> Instructions for the task:
Search the entries below for the word "list" and copy each line that has it.

[Stored records]
BEGIN

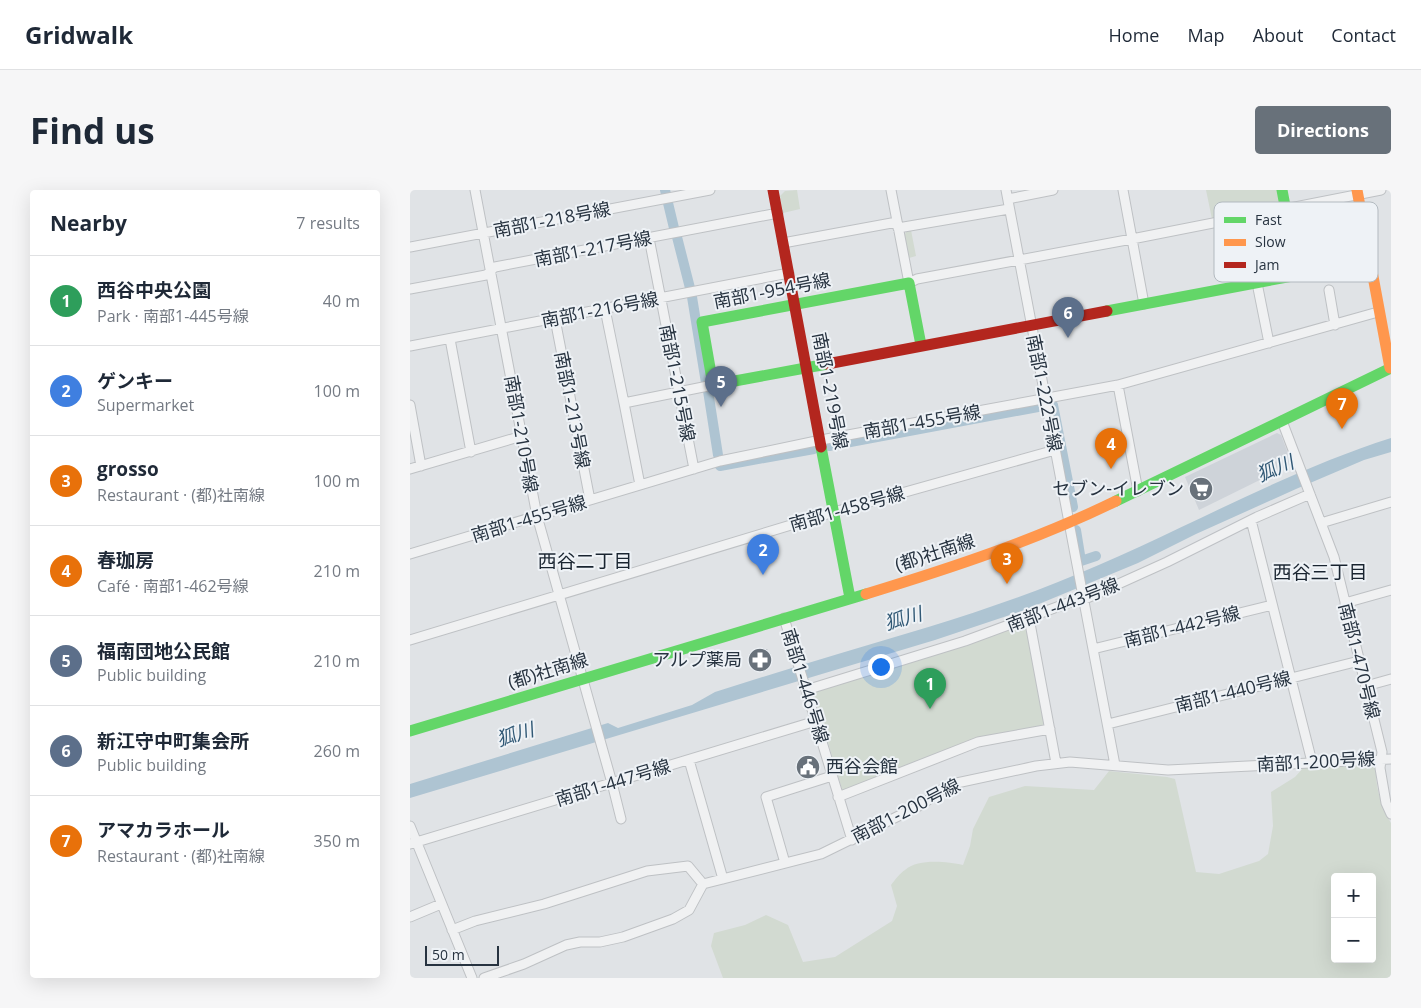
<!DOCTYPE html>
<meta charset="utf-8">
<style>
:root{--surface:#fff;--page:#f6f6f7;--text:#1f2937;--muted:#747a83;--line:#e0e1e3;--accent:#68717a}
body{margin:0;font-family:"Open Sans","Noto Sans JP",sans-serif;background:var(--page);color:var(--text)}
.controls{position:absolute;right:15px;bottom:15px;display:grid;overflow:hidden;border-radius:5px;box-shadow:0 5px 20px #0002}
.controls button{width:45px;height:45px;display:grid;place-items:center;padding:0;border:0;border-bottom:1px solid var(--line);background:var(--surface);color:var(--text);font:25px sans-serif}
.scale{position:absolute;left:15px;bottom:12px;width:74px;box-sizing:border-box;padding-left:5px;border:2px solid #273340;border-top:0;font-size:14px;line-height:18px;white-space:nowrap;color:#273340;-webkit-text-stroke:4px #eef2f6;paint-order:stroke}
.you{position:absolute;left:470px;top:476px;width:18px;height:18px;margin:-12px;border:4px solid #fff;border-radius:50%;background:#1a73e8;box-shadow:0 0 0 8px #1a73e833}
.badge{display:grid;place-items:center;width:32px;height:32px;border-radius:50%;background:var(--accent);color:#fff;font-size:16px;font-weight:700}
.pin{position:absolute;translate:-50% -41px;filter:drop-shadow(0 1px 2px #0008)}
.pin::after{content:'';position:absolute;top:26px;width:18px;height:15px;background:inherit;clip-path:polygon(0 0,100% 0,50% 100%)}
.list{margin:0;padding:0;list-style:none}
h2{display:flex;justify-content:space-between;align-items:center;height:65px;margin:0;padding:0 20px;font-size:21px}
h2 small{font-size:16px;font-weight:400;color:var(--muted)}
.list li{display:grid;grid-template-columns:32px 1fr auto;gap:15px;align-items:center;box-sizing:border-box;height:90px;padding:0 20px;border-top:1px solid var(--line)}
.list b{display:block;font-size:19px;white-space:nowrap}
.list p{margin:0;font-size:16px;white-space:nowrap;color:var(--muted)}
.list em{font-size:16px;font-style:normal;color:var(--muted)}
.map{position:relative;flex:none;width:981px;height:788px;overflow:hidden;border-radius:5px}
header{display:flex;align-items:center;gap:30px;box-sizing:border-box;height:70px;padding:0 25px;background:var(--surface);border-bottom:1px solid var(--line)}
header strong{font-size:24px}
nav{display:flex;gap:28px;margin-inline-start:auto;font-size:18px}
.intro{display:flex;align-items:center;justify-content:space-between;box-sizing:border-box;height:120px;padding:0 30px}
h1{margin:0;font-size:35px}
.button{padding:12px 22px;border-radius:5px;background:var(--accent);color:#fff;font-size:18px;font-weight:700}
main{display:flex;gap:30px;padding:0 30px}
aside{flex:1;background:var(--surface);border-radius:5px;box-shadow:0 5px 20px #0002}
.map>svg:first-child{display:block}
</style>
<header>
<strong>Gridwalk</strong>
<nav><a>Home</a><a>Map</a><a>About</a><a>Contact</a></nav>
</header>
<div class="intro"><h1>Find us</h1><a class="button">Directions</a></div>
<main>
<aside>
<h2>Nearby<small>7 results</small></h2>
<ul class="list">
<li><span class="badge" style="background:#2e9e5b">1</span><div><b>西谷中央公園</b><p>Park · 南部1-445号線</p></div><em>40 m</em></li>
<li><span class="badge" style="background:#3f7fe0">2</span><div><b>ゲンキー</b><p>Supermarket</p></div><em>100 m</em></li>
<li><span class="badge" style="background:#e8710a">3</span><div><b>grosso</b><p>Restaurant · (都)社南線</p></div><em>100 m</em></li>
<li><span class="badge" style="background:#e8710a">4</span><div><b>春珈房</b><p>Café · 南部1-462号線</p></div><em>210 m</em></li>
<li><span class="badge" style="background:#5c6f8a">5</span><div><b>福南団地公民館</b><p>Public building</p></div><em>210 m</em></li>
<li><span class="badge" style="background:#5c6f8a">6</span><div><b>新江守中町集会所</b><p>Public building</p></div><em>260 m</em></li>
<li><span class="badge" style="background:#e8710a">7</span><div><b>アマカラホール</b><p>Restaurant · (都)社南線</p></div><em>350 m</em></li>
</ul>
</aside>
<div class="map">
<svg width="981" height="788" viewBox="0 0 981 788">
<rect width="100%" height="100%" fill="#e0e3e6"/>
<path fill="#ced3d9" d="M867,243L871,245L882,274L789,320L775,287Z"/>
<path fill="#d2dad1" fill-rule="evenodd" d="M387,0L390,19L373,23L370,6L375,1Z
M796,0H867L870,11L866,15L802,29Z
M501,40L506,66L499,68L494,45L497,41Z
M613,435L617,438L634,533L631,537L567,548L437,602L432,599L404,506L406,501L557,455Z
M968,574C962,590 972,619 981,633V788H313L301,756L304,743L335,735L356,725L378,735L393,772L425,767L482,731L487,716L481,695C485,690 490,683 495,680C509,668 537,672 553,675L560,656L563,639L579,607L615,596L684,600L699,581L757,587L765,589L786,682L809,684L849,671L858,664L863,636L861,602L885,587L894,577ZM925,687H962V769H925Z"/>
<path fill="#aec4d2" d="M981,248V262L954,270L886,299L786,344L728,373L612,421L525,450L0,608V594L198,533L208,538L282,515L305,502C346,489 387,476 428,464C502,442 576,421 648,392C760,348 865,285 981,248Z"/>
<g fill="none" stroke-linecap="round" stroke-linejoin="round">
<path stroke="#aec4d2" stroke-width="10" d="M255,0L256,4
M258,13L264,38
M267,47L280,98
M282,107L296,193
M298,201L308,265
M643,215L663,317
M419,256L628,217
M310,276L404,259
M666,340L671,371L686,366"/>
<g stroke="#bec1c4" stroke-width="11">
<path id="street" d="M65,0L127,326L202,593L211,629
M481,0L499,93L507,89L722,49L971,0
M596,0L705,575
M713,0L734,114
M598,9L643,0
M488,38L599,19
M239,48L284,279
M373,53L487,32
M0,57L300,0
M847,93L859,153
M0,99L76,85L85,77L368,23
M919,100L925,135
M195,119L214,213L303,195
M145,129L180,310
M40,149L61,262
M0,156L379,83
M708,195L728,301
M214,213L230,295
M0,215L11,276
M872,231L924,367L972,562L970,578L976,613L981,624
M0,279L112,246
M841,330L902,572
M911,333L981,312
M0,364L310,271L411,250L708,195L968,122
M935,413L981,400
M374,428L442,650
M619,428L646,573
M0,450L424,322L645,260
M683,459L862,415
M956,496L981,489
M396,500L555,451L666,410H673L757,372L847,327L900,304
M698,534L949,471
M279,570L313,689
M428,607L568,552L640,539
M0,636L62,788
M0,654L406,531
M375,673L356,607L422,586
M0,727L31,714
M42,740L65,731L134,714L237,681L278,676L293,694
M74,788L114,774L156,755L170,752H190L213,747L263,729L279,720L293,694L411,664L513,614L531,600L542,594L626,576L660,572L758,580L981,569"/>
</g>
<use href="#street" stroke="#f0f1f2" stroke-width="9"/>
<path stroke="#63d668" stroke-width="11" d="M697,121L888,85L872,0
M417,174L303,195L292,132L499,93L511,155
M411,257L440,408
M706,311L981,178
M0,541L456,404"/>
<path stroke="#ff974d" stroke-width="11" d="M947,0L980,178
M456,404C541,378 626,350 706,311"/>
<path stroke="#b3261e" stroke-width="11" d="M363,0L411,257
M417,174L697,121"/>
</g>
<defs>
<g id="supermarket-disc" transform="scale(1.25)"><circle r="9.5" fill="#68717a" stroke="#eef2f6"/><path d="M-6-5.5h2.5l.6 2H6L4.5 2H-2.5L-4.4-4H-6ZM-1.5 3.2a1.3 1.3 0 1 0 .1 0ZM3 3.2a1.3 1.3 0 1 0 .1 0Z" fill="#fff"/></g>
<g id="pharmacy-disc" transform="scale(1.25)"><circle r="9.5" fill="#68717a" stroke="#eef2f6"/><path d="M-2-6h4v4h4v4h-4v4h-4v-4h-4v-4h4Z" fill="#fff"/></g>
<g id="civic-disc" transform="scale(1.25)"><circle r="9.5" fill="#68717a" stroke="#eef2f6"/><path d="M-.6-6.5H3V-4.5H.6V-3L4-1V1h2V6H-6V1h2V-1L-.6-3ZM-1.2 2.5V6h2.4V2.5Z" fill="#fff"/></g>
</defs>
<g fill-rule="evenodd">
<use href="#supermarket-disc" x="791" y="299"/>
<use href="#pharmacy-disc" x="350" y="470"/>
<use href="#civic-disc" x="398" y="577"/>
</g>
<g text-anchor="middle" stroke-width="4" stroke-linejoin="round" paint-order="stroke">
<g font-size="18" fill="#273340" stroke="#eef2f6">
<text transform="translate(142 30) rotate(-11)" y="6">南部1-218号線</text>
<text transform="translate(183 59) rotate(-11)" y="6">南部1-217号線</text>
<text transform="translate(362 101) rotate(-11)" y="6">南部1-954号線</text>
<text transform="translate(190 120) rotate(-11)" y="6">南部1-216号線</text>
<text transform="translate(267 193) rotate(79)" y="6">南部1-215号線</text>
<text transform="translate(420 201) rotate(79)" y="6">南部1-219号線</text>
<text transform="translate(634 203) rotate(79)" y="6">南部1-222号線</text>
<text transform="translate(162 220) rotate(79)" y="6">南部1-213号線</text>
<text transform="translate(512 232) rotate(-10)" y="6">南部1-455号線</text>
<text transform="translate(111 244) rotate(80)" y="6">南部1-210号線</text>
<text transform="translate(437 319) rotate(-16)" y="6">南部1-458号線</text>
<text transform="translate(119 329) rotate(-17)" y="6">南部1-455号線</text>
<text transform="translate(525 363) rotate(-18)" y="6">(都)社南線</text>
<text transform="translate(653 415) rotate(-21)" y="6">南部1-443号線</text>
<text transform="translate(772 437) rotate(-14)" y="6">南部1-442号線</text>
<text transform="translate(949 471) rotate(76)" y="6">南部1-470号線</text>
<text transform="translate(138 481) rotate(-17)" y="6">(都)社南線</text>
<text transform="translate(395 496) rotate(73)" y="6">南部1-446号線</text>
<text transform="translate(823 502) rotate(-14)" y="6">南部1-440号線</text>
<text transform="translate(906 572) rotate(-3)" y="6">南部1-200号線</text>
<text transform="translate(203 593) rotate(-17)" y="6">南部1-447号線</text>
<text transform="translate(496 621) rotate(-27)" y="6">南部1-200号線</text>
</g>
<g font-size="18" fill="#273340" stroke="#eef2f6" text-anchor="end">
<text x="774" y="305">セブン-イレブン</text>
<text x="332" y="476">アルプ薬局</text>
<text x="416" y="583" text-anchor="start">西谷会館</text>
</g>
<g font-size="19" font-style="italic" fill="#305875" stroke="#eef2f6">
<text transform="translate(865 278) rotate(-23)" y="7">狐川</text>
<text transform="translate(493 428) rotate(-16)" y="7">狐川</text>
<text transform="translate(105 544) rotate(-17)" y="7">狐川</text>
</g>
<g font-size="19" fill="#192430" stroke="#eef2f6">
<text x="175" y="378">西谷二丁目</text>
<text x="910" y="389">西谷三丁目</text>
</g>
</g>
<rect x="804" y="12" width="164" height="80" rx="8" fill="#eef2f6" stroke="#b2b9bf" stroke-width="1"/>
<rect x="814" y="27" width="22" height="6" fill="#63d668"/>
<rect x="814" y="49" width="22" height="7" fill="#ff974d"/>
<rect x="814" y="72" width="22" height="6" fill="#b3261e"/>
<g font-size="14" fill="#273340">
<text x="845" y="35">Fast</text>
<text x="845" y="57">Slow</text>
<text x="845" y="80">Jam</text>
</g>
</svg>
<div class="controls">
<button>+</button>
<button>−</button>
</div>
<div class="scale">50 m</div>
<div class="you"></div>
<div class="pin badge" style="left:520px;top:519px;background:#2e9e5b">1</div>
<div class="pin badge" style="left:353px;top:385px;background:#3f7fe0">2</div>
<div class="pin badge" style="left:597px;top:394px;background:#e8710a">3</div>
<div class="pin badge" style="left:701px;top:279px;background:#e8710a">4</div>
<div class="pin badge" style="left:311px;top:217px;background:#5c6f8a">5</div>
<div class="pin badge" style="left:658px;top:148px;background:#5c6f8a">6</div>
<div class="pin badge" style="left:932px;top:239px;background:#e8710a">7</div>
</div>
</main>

END

> Task solution:
.list{margin:0;padding:0;list-style:none}
.list li{display:grid;grid-template-columns:32px 1fr auto;gap:15px;align-items:center;box-sizing:border-box;height:90px;padding:0 20px;border-top:1px solid var(--line)}
.list b{display:block;font-size:19px;white-space:nowrap}
.list p{margin:0;font-size:16px;white-space:nowrap;color:var(--muted)}
.list em{font-size:16px;font-style:normal;color:var(--muted)}
<ul class="list">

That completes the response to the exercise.